Jack DiFalco, Zane Pais
Photo: Monique Carboni 
Philip Ridley's play Mercury Fur (directed by Scott Elliott) explores the struggle for humanity in an inhumane world, and parts of it are hard-hitting and thought-provoking. It runs over 2 hours without an intermission and would be well-served by some judicious trimming, particularly in the first half hour. The dialogue is not always intelligible, which is a tremendous weakness in such a verbal work. Many stories are told, and while they are well-written, they eventually hurt the play's momentum. The cast is uniformly strong: they are Jack DiFalco, Bradley Fong, Paul Iacono, Peter Mark Kendall, Emily Cass McDonnell, Sea McHale, Zane Pais, and Tony Revolori.


[here be spoilers]
According to the New York Times, Mercury Fur was quite controversial in its London run and "spurred several friends to break with Mr.
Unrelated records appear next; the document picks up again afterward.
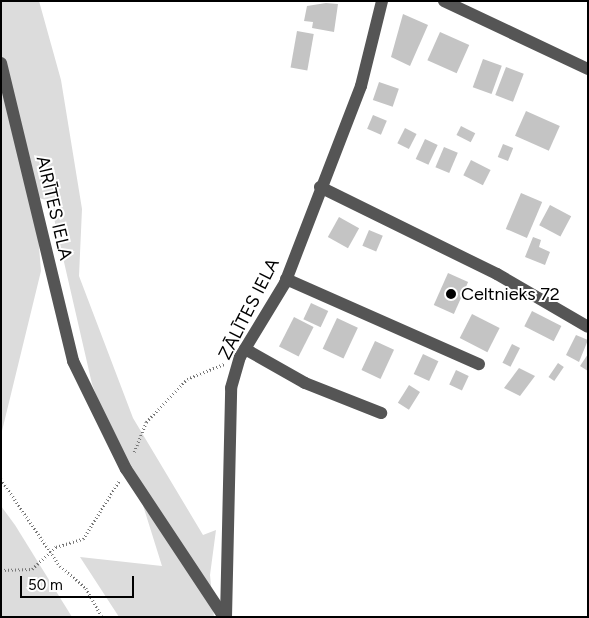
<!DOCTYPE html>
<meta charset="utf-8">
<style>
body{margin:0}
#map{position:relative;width:589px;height:618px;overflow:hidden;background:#fff;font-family:Figtree,sans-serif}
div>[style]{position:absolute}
.green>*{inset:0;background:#dcdcdc}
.building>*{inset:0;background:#c4c4c4;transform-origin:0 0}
.path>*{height:2.5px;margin-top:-1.25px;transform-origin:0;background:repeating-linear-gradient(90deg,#777 0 1px,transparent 0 3.5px)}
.minor>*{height:12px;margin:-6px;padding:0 6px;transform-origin:6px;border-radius:6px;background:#555}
.dots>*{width:14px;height:14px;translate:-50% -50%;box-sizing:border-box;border:2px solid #fff;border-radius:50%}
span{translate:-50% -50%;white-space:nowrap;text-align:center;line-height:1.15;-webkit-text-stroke:4px #fff;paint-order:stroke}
.street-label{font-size:18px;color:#000}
.poi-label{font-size:18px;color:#000}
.left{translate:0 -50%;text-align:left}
.frame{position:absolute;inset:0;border:2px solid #000;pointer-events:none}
.scale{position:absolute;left:20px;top:576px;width:114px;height:22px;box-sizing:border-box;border:2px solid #000;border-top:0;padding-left:6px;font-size:15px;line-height:18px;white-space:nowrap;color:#000;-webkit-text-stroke:4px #fff;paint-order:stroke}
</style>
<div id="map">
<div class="green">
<div style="clip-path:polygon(1px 1px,39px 1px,61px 80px,82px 209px,79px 276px,133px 418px,203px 535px,216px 530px,210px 575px,214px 617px,119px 617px,80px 557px,162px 566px,131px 467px,112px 437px,92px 384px,50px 201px,35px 197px,41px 271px,1px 435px)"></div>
<div style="clip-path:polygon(1px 506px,15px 525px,72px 617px,1px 617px)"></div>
</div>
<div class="building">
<div style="clip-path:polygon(326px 3px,338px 4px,334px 32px,312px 28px,313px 22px,304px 21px,307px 6px)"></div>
<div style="clip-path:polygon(403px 14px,428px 25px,410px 66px,391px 57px)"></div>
<div style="left:297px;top:31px;width:17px;height:37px;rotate:10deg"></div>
<div style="left:440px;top:32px;width:32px;height:31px;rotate:24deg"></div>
<div style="left:483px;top:59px;width:20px;height:30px;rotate:20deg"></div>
<div style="left:506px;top:67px;width:19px;height:30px;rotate:21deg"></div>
<div style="left:379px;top:82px;width:21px;height:19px;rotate:19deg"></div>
<div style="left:526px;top:111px;width:37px;height:27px;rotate:24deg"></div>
<div style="left:373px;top:115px;width:15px;height:15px;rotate:23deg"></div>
<div style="left:461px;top:126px;width:16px;height:10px;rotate:27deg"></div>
<div style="left:405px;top:128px;width:13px;height:17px;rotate:27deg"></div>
<div style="left:425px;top:139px;width:14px;height:22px;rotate:25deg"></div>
<div style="left:503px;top:144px;width:11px;height:14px;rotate:22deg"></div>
<div style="left:444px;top:147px;width:15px;height:22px;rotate:23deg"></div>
<div style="left:471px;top:160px;width:22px;height:17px;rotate:27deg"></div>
<div style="left:521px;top:193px;width:23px;height:39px;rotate:23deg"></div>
<div style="left:550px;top:205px;width:24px;height:23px;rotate:28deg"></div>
<div style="left:339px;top:217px;width:23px;height:23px;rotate:29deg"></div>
<div style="left:369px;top:230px;width:15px;height:17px;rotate:23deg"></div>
<div style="clip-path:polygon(533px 237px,541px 240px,539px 247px,550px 252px,545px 265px,525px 257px)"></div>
<div style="left:448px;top:273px;width:22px;height:35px;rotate:24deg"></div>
<div style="left:311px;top:303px;width:19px;height:18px;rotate:25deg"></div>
<div style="left:532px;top:311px;width:33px;height:17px;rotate:27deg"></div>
<div style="left:472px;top:314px;width:31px;height:27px;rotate:27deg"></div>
<div style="left:294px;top:317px;width:22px;height:33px;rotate:27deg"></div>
<div style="left:337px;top:318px;width:23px;height:34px;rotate:25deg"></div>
<div style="clip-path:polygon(576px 335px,588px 340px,579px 362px,566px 355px)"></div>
<div style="left:375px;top:341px;width:21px;height:32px;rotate:25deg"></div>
<div style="left:512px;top:344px;width:9px;height:21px;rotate:27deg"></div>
<div style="left:423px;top:354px;width:17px;height:22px;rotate:25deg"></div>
<div style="clip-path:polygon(588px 354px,588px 371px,580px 366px)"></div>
<div style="left:558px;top:363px;width:7px;height:17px;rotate:34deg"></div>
<div style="clip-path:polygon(519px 368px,535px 376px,520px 396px,504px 388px)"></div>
<div style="left:456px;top:370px;width:14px;height:16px;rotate:25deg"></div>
<div style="left:409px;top:385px;width:13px;height:21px;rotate:32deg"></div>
</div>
<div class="path">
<div style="left:134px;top:452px;width:32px;rotate:-68deg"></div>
<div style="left:146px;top:422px;width:59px;rotate:-46.4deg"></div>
<div style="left:187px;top:379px;width:40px;rotate:-22deg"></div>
<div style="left:1px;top:479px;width:105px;rotate:55.9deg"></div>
<div style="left:60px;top:566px;width:34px;rotate:40deg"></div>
<div style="left:86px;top:588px;width:33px;rotate:61deg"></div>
<div style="left:1px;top:570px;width:31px;rotate:-2deg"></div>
<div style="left:32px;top:569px;width:33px;rotate:-43deg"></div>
<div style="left:56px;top:547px;width:28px;rotate:-17deg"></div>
<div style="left:83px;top:539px;width:68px;rotate:-58.2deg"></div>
</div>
<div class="minor">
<div style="left:444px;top:1px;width:159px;rotate:25.3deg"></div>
<div style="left:1px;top:63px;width:307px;rotate:76.4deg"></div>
<div style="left:73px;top:361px;width:120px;rotate:63.9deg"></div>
<div style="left:126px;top:469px;width:178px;rotate:56.5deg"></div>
<div style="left:320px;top:187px;width:197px;rotate:26.2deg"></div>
<div style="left:497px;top:274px;width:105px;rotate:30.2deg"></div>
<div style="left:286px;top:279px;width:211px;rotate:23.8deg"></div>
<div style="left:245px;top:349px;width:69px;rotate:29.5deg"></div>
<div style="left:305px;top:383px;width:82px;rotate:21.5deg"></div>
<div style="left:226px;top:617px;width:229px;rotate:-88.7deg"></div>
<div style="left:231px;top:388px;width:32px;rotate:-74deg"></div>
<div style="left:240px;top:357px;width:87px;rotate:-58.7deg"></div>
<div style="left:285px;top:283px;width:211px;rotate:-68.9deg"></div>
<div style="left:361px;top:86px;width:88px;rotate:-76.1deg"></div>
</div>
<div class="dots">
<div style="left:451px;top:294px;background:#000"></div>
</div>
<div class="street-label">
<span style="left:54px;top:208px;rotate:77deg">AIRĪTES IELA</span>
<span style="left:249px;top:309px;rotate:-63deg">ZĀLĪTES IELA</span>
</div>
<div class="poi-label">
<span class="left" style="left:461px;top:294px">Celtnieks 72</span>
</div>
<div class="frame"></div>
<div class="scale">50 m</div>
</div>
Ridley; his publisher, Faber & Faber, refused to issue the script." I find this surprising. Yes, the play is brutal. Yes, it shows the depths to which people will sink when they have no options. Yes, it does occasionally veer into the gratuitous. But it is ultimately, I think, a deeply moral work. The main characters have done horrible things to survive, but here they discover their limits.

The parties in Mercury Fur allow sadists to indulge their most repulsive fantasies, and Elliot and Darren have been complicit in torture and murder of strangers. But when someone they know becomes the victim, they can no longer play along, even though they've just met him. They've interacted enough to recognize his humanity. So they save him, at the literal cost of their own lives.

[end of spoilers]
At the beginning of Mercury Fur, I was pretty sure I was going to hate it. I ended up respecting it (enjoying it is simply not an option). I think a 90-minute version might be brilliant and devastating.